To urge or beg someone persistently or annoyingly, especially for something that they may not want to give or do.
Pester, harass, badger, hound, beseech, implore, beg, plead, solicit.
Aid, assist, comfort, help, support.
|Part of Speech||Words|
|Verb||importune, importuned, importunes, importuning|
The persistent salesman importuned the customer with phone calls, emails, and even surprise visits, trying to convince him to buy the product.
The desperate mother importuned the school principal, pleading for her child’s admission, emphasizing their unique circumstances and the positive impact it would have on their future.
The homeless man importuned passersby on the street, holding out his empty cup and asking for spare change, hoping for some generosity from strangers.
The ambitious employee importuned his boss for a promotion, presenting a detailed plan of his accomplishments and outlining how he would contribute to the company’s growth.
The verb “importune” is often used to describe the act of persistently or annoyingly requesting something from someone. It can be used in both formal and informal contexts, but it is generally considered a more formal word.
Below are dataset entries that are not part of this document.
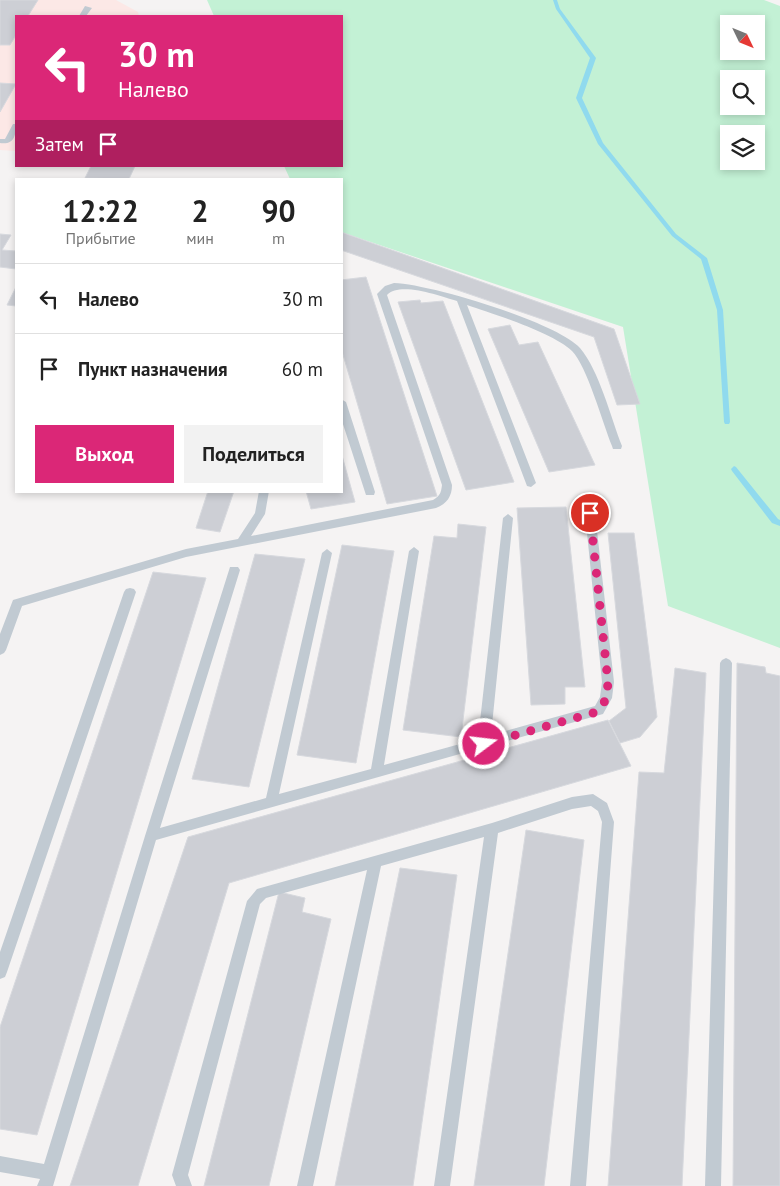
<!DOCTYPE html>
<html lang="ru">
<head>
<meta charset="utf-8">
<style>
  body { margin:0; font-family:"PT Sans",sans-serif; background:#f2f2f2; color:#222; height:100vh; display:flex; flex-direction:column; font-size:19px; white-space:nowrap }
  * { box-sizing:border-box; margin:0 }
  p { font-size:16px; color:#767676 }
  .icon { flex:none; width:28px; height:28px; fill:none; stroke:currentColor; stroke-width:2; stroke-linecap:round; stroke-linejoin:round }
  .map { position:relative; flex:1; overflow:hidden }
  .side { position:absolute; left:15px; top:178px; width:328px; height:315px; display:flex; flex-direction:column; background:#fff; border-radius:0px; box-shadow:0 2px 8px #0003 }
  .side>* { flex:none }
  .banner { position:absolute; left:15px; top:15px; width:328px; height:152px; border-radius:0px; box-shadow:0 2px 8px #0003; background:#db2777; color:#fff; overflow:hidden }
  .needle { width:32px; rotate:133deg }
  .buttons { position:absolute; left:720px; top:15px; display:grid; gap:10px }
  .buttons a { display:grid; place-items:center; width:45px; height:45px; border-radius:0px; background:#fff; box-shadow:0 2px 8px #0003; font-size:25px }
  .pin { position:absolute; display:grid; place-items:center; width:42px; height:42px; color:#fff; margin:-21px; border:2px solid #fff; border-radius:50%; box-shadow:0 1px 5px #0007 }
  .me { position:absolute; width:55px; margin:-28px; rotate:75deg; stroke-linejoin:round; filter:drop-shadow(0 0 4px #0008) }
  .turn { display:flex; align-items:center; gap:18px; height:105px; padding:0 20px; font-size:22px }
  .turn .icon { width:65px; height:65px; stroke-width:2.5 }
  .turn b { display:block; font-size:35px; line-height:42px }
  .then { display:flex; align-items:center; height:48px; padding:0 20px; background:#0003; gap:10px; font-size:19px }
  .eta { display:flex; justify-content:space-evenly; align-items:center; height:85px; text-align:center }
  .eta b { font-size:30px; font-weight:700; line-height:35px }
  .primary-button { display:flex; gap:10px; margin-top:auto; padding:10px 20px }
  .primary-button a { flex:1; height:58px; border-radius:0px; background:#db2777; color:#fff; font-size:20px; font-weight:700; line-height:58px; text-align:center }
  .primary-button a+a { background:#f2f2f2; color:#222 }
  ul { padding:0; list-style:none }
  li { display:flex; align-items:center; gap:15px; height:70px; padding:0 20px; border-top:1px solid #e0e0e0 }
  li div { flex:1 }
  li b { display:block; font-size:19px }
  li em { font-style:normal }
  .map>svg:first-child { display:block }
  .medical { fill:#fce8e6 }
  .green { fill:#c3f1d5; fill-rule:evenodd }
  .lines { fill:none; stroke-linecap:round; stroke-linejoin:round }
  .stream { fill:#90daee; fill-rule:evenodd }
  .building { fill:#cdcfd5; stroke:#d7d9de }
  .service { fill:#c1cad2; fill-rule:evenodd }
  .route { stroke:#db2777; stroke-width:9; stroke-dasharray:0 16.2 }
</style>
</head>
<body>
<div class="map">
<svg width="780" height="1186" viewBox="0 0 780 1186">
  <rect width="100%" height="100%" fill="#f5f3f3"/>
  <!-- medical -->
  <path class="medical" d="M0,0H116L138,12L139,16H16V151L0,150Z"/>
  <!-- green -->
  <path class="green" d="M207,0H764L780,6V648L668,606L623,327L341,232V179H290L284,166H341V16H214ZM729,24H756V51H729ZM729,79H756V106H729ZM729,134H756V161H729Z"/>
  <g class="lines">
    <!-- stream -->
    <path class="stream" d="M553,0H557L560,9L596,58L582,98L603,143L676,234L707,258L723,310L730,422L729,424H725L724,422L717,310L701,259L672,236L598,144L576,98L590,58L556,9Z
      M734,466L736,467L778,519L780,520V526L772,523L732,471L731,469Z"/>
  </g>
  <!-- building -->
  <path class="building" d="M0,0H38L28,16H16V35L10,45H0Z
    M0,83L16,84L0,112Z
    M91,166H135L129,179L85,178Z
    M341,232L614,329L640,404L617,405L594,337L341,250Z
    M0,234L11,235L2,250L16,251V269L0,267Z
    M366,277L437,496L387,504L341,348V280Z
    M16,287V306L7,305Z
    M420,300L421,303L443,301L514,482L466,490L398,302Z
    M510,325L519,345L538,342L595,465L549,472L488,329Z
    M341,452L355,502L311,509L306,491H341Z
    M208,491H234L220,532L196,528Z
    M566,507L585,687H565V704L531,705L517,508Z
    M458,524L486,527L461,737L403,730L434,536L457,538Z
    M608,533H634L657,717L640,737L620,743L609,721L626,708Z
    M342,545L394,551L356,763L297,755Z
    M255,554L305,559L249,787L192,779Z
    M153,572L206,578L37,1135L0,1129V1027Z
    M737,663L765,667L766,673L780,676V1186H733Z
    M675,668L706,673L682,1186H608L639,772L664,773Z
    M608,720L631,766L229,883L138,1186H70L188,837Z
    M526,830L584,840L544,1186H474Z
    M400,868L457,875L413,1186H335Z
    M279,892L305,898L302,912L331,919L269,1186H204Z"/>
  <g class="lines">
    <!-- service -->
    <path class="service" d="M85,6L92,8L86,16H79Z
      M13,124H16C16,136 14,145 0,143V139H5Z
      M394,283C430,284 556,322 580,348C599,370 611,418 622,446L621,449H613L612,446C603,424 587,366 572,351C553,333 494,314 467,305L536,483L531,487L527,486L457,301C440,296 400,281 387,295L452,485C452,496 447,504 436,508L186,557L22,606L6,650L4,653L0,655V634L13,600L186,549L238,539L255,513L259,491H269L265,514L251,536L433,500C440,496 441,493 442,485L377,294L385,286Z
      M341,399L346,402L375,492L374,495H366L365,492L341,418Z
      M590,509L595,513L614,682L612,698L603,714L489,746L484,749L481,748L156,840L53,1186H37L40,1179L0,1172V1156L44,1164L145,836L230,567H238L240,570L160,828L266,798L322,553L327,549L332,553L279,794L371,769L409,551L414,547L419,551L384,765L478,739L503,518L508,514L513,518L491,735L595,706L600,697L602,682L585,513Z
      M130,588L134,589L136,592L7,972L5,977L0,979V952L124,592L126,589Z
      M726,658L730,660L732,663L721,1186H705L720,663L722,660Z
      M593,794L607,803L614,822L586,1186H570L602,822L598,811L591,806L572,809L498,833L450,1186H434L484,837L381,866L313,1186H297L367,870L266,898L260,904L188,1175L192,1186H176L172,1175L247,901L257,889L492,823L572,797Z"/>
  </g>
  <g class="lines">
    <!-- route -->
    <path class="route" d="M484,744L593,713C606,707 607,695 608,682L590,513"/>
  </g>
</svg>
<div class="buttons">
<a><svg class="needle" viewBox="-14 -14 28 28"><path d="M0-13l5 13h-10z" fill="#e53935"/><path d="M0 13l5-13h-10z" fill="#767676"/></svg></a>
<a><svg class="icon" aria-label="search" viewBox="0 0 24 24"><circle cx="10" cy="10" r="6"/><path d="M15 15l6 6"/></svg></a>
<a><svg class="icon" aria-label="layers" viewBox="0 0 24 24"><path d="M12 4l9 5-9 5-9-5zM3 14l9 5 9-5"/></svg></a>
</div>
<div class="pin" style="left:590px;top:513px;background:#d93025"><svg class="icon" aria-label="arrive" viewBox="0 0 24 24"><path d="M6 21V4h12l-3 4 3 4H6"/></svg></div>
<svg class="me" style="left:484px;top:744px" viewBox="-20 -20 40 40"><circle r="17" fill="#db2777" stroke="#fff" stroke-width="3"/><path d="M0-11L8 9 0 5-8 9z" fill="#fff"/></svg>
<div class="banner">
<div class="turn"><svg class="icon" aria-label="left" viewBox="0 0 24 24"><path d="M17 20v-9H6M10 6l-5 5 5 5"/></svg><div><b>30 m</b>Налево</div></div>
<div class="then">Затем<svg class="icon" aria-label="arrive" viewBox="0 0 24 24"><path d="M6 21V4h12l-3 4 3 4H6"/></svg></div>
</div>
<section class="side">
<div class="eta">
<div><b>12:22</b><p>Прибытие</p></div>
<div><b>2</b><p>мин</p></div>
<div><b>90</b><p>m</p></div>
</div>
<ul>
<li><svg class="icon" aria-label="left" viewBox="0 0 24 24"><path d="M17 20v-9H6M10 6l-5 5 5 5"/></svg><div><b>Налево</b></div><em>30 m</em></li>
<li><svg class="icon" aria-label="arrive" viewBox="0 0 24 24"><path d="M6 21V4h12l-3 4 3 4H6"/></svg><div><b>Пункт назначения</b></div><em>60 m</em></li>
</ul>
<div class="primary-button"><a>Выход</a><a>Поделиться</a></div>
</section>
</div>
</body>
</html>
It is often used with the preposition “for” to indicate what is being requested.
The word “importune” comes from the Latin word “importunus,” meaning “unfriendly” or “unaccommodating.” The suffix “-une” is derived from the Latin “-unus,” which means “full of” or “having the qualities of.” The prefix “im-” in “importune” means “not,” “into,” or “upon,” and it is often used to intensify the meaning of the root word.
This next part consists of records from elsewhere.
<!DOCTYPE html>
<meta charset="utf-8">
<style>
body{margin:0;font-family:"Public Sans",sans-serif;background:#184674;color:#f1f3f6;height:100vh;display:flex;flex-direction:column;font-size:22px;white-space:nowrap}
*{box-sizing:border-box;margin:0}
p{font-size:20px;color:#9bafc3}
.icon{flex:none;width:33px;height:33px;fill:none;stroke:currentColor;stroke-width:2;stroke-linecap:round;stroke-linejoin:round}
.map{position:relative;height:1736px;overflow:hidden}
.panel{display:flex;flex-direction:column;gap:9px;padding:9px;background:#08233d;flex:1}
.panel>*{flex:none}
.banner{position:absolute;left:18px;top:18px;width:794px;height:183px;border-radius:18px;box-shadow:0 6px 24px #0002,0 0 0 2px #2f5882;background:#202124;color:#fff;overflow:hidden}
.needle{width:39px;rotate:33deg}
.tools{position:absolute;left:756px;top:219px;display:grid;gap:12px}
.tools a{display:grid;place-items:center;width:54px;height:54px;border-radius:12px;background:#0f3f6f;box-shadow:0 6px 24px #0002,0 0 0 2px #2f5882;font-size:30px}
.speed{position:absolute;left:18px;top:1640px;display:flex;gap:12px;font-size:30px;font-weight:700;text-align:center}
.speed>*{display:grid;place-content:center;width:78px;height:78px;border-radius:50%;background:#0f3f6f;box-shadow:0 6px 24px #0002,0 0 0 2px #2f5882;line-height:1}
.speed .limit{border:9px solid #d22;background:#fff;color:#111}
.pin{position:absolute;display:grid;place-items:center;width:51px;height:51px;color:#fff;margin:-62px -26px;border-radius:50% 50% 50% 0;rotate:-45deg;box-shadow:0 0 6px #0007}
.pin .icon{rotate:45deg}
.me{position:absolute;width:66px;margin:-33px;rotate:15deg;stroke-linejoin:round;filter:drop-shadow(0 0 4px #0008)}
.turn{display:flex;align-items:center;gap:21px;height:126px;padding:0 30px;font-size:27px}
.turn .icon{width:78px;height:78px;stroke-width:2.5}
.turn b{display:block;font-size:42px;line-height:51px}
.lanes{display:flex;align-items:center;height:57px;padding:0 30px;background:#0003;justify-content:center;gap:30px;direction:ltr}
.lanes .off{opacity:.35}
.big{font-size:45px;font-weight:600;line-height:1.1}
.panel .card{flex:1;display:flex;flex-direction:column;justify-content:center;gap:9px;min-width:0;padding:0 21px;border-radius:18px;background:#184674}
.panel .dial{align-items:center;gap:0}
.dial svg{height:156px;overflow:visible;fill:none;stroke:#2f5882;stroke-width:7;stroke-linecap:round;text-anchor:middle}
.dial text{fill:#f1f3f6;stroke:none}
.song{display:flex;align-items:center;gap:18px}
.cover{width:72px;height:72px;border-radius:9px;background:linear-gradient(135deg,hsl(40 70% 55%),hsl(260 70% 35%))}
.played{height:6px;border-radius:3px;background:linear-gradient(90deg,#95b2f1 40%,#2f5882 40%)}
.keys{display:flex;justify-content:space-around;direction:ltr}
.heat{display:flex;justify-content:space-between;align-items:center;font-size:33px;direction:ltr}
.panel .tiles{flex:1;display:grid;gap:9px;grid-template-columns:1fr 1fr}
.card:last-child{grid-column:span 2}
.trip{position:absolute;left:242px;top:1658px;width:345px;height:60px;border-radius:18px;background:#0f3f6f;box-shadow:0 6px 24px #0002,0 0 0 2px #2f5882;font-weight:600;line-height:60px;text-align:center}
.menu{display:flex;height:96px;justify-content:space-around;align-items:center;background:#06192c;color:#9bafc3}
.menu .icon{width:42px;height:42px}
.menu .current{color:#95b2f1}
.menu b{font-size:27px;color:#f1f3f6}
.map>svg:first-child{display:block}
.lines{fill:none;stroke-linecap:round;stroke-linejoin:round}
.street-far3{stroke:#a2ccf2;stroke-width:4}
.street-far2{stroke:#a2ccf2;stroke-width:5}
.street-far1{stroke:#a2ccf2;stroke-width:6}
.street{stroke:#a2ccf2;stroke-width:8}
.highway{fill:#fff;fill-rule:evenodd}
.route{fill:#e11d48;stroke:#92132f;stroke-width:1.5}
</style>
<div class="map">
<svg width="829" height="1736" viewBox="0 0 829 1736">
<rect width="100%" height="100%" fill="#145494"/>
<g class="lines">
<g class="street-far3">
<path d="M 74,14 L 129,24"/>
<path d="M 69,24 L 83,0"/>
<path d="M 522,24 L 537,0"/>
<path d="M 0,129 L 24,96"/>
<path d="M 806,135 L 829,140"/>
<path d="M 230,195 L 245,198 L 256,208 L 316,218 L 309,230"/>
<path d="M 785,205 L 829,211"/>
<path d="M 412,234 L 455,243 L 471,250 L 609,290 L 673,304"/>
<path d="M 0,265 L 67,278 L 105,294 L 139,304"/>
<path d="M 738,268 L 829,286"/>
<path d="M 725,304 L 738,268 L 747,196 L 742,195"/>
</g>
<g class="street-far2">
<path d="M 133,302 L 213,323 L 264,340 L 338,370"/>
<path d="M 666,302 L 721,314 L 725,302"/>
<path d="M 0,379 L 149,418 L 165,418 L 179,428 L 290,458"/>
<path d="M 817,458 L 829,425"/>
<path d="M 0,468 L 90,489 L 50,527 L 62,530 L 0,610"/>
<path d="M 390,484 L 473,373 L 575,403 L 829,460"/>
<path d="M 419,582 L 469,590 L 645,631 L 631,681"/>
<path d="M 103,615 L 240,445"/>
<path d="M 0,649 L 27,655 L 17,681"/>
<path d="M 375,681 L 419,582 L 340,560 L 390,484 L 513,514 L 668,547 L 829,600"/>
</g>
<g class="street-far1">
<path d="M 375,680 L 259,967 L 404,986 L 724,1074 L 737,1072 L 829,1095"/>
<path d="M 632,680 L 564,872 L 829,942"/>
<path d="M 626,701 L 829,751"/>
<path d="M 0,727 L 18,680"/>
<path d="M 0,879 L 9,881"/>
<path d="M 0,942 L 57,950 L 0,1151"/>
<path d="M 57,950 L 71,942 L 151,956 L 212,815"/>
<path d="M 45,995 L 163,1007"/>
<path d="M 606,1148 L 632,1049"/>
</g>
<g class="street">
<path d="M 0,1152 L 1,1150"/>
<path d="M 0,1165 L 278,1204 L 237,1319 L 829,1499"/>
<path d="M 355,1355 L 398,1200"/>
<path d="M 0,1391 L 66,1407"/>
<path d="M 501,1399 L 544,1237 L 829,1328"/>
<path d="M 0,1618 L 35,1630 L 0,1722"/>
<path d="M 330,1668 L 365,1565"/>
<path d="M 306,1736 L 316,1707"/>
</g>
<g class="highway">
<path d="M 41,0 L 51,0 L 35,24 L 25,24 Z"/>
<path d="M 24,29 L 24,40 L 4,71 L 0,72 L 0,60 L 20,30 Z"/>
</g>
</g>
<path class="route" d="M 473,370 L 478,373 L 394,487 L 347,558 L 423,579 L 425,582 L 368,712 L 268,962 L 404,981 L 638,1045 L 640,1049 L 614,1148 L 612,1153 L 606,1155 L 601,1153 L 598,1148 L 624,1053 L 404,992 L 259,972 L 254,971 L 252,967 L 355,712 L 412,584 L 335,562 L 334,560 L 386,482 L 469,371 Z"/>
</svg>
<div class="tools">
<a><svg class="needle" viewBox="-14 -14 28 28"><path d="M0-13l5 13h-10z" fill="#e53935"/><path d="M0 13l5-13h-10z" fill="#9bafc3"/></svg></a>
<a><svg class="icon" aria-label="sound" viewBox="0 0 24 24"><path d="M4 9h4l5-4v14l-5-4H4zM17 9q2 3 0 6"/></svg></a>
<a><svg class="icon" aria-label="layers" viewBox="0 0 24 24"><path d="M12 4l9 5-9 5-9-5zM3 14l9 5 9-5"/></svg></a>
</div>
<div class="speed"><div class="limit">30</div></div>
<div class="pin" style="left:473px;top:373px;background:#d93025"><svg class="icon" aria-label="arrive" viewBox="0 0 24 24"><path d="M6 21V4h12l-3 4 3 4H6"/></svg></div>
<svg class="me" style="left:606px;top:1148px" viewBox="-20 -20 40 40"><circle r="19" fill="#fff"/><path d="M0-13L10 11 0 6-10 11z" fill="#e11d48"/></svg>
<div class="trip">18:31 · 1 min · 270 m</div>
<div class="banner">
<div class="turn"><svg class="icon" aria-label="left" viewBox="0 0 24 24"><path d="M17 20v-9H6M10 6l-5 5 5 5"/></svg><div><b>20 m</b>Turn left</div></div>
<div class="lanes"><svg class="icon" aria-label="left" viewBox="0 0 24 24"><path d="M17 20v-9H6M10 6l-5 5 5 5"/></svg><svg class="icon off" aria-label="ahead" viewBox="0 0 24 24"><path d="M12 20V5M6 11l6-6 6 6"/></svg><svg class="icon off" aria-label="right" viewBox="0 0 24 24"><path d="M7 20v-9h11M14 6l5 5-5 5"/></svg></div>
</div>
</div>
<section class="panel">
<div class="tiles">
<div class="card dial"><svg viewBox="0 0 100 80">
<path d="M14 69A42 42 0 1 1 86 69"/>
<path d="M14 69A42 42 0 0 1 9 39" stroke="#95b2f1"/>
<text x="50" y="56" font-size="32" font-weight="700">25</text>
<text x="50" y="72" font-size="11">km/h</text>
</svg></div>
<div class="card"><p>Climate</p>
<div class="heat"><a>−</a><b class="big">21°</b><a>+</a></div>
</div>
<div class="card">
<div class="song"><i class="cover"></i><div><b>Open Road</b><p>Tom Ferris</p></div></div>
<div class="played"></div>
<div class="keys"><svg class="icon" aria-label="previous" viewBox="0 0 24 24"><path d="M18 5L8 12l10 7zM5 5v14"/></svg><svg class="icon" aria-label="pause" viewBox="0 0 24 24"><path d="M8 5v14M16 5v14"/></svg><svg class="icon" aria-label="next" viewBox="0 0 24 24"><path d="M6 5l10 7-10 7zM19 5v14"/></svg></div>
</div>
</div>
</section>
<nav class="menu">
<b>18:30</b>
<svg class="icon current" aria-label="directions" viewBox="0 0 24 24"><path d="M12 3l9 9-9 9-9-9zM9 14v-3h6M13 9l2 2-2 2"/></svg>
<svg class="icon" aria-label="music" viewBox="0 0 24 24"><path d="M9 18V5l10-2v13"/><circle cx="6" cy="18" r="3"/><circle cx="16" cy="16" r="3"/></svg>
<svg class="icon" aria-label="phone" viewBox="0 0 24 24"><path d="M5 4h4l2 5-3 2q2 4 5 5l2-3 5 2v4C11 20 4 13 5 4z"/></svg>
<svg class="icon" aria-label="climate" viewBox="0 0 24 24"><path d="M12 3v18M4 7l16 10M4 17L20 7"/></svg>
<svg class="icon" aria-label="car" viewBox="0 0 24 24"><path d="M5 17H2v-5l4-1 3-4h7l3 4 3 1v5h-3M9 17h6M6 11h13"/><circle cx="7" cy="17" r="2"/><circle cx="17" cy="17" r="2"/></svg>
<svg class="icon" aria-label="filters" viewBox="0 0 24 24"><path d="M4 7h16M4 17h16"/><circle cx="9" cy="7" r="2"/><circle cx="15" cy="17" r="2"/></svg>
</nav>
There are several variations of the word “importune,” including “importunacy,” which means the act of importuning or being importuned, and “importunate,” which means insistent or persistent in making a request. The noun form of “importune” is “importunity,” which refers to a persistent request or demand.
In conclusion, “importune” is a verb used to describe the act of urging or begging someone persistently or annoyingly, especially for something they may not want to give or do. Its variations include “importunacy,” “importunate,” and “importunity,” and it is often used with the preposition “for.” The word’s prefix, suffix, and root provide insight into its meaning and usage.